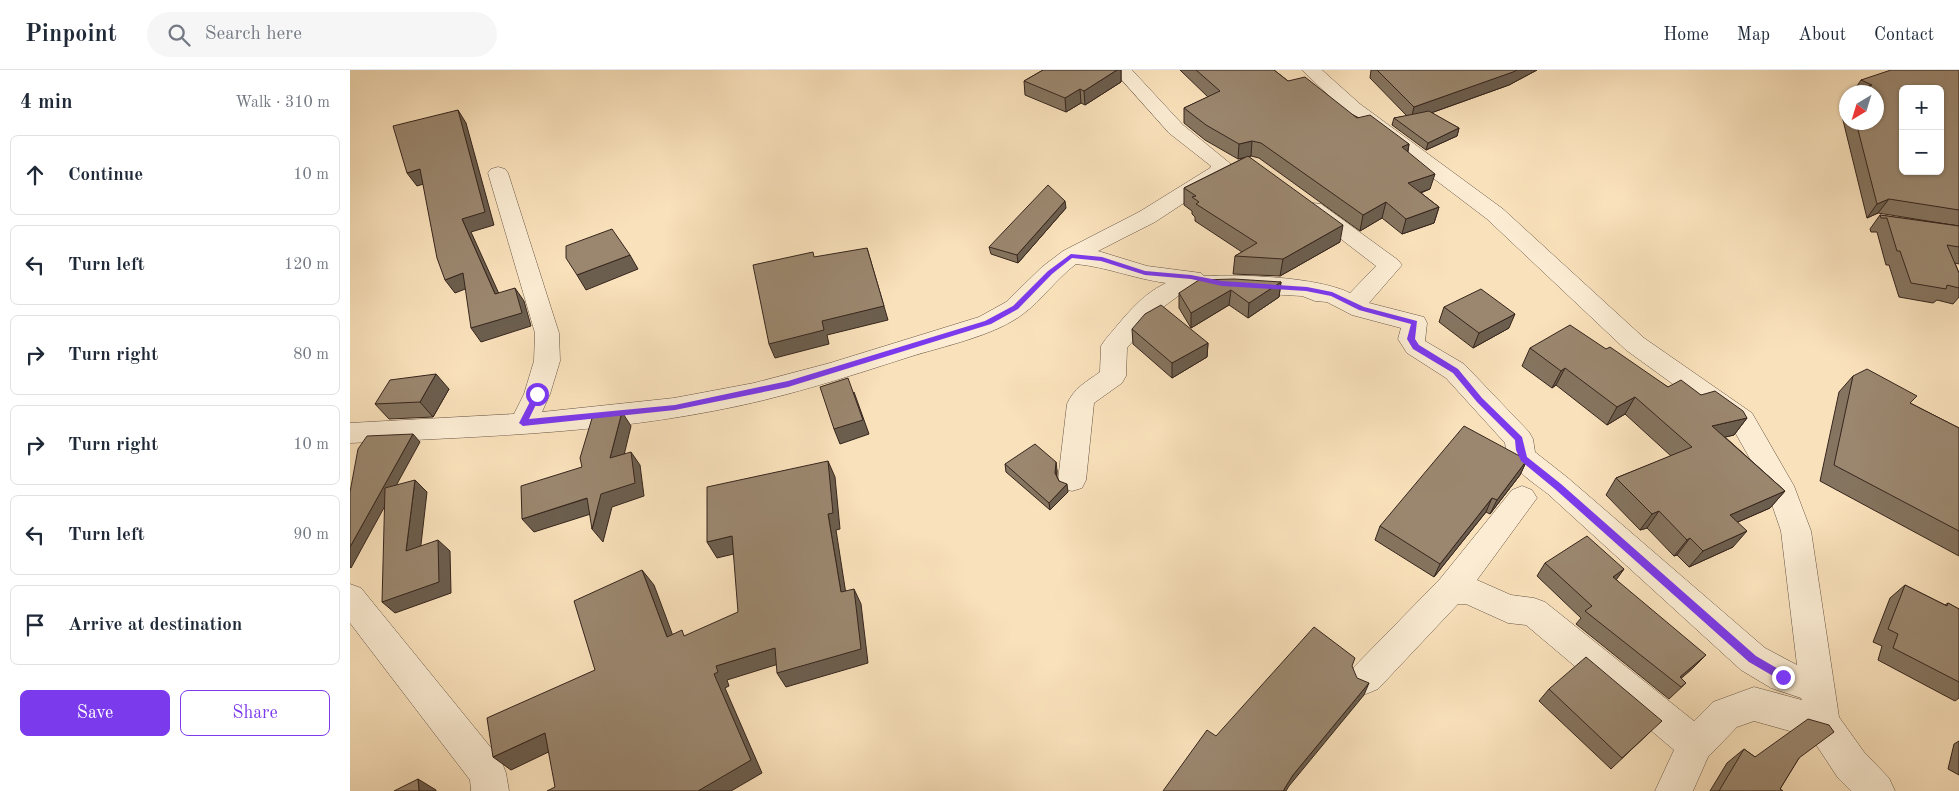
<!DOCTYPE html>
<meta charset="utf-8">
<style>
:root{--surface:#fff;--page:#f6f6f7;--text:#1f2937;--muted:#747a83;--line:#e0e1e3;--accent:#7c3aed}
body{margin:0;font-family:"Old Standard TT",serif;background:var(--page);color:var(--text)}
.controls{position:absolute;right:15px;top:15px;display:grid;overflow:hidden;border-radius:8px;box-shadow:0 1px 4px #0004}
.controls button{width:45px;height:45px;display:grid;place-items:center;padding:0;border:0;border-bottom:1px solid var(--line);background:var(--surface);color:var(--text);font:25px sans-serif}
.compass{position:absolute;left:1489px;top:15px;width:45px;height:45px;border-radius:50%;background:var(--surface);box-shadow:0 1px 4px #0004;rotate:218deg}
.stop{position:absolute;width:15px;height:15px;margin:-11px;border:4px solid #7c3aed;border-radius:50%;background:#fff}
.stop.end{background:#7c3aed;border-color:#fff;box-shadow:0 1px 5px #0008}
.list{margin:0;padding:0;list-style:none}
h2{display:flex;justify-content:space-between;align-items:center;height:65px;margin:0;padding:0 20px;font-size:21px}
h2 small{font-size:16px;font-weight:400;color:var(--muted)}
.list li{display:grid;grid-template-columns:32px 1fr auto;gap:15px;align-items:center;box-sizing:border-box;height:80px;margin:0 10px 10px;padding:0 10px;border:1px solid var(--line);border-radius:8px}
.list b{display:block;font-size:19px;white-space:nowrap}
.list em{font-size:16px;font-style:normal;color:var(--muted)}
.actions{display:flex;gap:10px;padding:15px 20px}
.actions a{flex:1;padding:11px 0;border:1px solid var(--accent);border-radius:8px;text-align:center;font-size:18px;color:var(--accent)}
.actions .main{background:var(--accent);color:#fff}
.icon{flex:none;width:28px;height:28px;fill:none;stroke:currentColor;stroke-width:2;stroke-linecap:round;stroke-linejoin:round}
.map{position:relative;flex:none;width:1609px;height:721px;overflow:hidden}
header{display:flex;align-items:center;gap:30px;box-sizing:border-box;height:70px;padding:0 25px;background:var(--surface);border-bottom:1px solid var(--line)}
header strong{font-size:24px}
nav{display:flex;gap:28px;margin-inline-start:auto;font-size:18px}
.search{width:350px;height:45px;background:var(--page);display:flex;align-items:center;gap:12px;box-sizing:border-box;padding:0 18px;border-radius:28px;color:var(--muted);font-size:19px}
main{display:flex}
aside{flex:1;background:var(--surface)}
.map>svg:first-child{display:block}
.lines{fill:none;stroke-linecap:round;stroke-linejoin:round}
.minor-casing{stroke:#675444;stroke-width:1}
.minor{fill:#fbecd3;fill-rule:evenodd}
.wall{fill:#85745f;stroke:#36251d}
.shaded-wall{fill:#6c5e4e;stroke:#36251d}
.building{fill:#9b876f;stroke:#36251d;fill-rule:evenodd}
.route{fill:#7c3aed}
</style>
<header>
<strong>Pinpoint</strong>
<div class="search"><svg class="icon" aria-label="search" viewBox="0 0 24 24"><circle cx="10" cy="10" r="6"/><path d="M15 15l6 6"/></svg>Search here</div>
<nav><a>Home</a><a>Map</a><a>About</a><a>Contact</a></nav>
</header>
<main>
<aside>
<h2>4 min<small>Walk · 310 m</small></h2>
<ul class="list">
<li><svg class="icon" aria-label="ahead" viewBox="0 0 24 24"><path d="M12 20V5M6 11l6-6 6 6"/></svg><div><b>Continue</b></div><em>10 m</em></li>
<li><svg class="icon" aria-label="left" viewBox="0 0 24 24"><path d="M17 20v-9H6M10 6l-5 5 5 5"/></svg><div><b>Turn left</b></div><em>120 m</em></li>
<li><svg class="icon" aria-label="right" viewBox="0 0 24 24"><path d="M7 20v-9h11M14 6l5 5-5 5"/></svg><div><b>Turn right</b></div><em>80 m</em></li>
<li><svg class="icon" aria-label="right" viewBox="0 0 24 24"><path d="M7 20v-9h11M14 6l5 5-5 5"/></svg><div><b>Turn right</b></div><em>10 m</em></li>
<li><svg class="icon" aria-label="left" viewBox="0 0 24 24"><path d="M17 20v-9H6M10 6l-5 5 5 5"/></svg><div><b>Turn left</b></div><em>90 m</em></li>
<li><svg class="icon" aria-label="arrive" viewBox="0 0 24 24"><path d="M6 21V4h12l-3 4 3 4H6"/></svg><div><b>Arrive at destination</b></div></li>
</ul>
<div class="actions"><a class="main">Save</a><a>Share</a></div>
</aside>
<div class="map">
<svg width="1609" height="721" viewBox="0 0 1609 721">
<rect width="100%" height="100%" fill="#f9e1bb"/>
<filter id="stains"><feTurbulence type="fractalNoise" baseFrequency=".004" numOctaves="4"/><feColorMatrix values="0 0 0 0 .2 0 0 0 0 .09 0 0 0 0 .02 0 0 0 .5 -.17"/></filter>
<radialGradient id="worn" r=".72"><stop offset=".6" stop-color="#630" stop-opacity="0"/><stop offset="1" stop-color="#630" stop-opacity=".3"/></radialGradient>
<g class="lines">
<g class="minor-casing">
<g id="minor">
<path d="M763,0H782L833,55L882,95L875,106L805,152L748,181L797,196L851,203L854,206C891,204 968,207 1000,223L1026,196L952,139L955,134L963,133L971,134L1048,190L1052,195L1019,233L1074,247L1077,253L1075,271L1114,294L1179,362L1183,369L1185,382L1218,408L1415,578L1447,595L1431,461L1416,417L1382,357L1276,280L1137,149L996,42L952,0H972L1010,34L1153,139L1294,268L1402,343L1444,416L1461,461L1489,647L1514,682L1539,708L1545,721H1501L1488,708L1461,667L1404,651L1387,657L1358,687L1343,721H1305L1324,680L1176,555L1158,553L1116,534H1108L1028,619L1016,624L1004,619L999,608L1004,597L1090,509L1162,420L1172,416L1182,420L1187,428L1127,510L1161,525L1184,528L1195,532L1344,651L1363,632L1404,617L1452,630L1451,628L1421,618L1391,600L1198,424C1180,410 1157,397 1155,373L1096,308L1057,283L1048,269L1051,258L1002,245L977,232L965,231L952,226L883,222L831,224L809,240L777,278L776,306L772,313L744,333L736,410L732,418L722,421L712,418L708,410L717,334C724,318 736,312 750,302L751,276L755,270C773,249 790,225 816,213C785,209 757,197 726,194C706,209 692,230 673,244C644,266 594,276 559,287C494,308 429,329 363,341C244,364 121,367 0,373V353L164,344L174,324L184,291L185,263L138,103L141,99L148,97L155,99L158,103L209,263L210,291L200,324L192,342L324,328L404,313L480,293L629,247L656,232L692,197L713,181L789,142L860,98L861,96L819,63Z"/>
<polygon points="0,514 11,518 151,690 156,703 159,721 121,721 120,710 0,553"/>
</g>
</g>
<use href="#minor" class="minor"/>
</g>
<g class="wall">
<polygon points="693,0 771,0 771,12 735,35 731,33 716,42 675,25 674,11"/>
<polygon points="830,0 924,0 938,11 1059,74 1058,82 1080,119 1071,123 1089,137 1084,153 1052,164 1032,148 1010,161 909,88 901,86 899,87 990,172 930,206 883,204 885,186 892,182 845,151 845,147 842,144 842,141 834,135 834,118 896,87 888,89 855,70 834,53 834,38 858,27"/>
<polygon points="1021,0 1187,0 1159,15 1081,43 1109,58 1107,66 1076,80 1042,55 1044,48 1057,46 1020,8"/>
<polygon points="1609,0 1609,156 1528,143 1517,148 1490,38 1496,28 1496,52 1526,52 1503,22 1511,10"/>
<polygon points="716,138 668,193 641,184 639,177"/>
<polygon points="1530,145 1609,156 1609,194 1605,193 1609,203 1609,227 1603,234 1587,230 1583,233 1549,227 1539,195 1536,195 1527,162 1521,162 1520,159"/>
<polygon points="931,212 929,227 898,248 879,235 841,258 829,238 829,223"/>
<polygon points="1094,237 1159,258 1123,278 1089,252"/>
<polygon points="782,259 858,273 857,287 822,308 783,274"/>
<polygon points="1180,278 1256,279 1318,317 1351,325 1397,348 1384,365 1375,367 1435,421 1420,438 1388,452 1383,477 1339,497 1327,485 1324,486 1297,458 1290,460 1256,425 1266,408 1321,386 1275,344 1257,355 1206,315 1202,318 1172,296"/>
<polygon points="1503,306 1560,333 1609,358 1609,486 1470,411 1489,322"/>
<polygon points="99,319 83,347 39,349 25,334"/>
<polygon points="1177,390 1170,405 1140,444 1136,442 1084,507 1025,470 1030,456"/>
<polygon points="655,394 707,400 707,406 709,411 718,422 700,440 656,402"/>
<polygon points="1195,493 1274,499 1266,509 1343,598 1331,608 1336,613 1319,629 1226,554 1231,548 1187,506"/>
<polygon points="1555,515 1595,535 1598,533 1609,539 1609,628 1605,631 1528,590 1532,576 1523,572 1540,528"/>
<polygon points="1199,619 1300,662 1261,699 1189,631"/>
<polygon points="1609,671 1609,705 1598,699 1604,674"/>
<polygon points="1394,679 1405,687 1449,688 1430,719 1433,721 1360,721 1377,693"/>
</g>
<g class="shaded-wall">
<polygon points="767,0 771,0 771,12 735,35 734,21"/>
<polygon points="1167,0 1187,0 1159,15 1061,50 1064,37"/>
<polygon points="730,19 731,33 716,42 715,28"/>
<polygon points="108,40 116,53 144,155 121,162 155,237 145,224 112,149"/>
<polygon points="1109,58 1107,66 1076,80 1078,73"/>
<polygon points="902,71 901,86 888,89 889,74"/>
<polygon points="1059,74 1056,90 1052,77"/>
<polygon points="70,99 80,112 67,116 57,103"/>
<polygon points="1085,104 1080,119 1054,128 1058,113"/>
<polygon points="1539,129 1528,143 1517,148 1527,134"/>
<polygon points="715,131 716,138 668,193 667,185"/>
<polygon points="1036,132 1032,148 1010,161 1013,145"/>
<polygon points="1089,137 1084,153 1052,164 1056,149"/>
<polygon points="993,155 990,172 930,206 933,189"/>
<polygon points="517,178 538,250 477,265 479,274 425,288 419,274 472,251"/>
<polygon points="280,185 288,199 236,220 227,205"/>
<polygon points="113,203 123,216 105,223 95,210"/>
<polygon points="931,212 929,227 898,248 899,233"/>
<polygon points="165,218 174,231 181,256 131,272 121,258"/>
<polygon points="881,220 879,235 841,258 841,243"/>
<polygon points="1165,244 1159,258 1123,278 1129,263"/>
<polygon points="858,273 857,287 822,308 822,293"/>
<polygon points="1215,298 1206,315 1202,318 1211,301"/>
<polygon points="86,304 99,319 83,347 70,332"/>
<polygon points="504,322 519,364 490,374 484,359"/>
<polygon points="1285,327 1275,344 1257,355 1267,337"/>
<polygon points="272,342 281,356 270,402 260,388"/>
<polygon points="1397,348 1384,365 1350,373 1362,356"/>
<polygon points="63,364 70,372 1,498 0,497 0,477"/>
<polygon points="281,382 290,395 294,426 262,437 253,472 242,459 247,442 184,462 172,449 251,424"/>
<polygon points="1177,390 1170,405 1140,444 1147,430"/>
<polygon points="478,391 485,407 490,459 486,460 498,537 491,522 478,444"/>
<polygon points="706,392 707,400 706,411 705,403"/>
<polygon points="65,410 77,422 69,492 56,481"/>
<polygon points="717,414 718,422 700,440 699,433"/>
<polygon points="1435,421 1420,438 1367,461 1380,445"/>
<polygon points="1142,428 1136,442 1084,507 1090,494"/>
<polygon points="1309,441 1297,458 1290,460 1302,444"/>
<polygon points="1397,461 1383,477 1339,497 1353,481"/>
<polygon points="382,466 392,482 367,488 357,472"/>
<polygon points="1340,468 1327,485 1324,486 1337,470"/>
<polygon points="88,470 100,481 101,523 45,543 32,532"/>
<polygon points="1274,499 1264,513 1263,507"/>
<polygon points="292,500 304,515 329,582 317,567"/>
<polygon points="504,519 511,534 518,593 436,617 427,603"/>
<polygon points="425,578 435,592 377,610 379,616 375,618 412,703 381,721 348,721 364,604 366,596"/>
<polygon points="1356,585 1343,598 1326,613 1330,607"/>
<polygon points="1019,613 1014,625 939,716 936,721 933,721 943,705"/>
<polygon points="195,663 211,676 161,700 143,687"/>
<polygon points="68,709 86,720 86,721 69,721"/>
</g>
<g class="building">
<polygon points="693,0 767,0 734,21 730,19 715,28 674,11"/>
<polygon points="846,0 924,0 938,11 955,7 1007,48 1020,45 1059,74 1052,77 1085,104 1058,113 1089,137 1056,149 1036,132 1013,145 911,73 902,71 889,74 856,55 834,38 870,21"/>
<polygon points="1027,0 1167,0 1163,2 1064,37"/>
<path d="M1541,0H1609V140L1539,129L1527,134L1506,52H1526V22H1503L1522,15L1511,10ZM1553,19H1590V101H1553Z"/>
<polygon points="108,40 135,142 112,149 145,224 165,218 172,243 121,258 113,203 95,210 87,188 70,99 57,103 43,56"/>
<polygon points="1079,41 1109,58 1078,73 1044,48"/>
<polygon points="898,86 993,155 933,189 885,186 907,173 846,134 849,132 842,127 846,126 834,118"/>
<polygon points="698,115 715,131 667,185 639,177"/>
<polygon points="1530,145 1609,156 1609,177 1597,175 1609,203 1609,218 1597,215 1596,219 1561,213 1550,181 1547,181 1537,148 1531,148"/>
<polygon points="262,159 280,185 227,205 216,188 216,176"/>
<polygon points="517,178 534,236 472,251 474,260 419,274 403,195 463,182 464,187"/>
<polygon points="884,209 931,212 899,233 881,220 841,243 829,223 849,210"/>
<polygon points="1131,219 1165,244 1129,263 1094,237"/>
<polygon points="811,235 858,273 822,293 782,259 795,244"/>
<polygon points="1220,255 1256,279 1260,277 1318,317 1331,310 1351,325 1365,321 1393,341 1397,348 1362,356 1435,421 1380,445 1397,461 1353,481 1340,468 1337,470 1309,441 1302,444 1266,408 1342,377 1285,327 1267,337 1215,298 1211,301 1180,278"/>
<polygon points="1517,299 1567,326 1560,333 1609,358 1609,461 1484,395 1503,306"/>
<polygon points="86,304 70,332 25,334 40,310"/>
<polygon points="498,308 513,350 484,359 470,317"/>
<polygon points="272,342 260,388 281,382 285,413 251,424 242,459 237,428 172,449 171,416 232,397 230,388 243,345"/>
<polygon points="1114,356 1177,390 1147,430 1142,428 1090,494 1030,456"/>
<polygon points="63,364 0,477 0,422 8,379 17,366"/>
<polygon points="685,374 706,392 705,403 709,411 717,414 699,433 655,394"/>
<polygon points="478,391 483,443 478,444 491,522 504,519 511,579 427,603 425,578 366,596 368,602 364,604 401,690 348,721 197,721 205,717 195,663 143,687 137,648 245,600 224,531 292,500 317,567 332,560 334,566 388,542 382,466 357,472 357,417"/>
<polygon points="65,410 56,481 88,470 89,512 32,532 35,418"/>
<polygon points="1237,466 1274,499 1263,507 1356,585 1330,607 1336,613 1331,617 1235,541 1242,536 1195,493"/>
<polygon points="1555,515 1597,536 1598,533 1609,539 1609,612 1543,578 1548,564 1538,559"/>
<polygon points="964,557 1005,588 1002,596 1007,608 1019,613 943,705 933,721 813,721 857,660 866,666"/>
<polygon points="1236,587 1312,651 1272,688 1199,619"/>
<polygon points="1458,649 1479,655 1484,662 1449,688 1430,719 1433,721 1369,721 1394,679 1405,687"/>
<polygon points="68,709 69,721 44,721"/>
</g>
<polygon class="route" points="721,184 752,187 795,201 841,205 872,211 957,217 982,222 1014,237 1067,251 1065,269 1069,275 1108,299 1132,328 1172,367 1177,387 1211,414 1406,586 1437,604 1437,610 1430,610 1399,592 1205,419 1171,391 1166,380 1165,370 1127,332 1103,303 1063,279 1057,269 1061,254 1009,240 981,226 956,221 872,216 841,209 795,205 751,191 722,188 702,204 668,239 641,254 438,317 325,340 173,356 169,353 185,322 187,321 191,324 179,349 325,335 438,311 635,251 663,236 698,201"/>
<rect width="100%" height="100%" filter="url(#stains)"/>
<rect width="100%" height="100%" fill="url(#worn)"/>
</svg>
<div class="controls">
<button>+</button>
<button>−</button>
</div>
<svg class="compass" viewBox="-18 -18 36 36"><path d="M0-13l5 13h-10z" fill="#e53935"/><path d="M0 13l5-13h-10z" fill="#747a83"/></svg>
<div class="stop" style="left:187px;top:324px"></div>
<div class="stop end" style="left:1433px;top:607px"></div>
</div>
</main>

§ **TASK DESCRIPTION**: If a line of the listing above holds the string "worn", copy it.

§ **OUTPUT OF THE TASK**:
<radialGradient id="worn" r=".72"><stop offset=".6" stop-color="#630" stop-opacity="0"/><stop offset="1" stop-color="#630" stop-opacity=".3"/></radialGradient>
<rect width="100%" height="100%" fill="url(#worn)"/>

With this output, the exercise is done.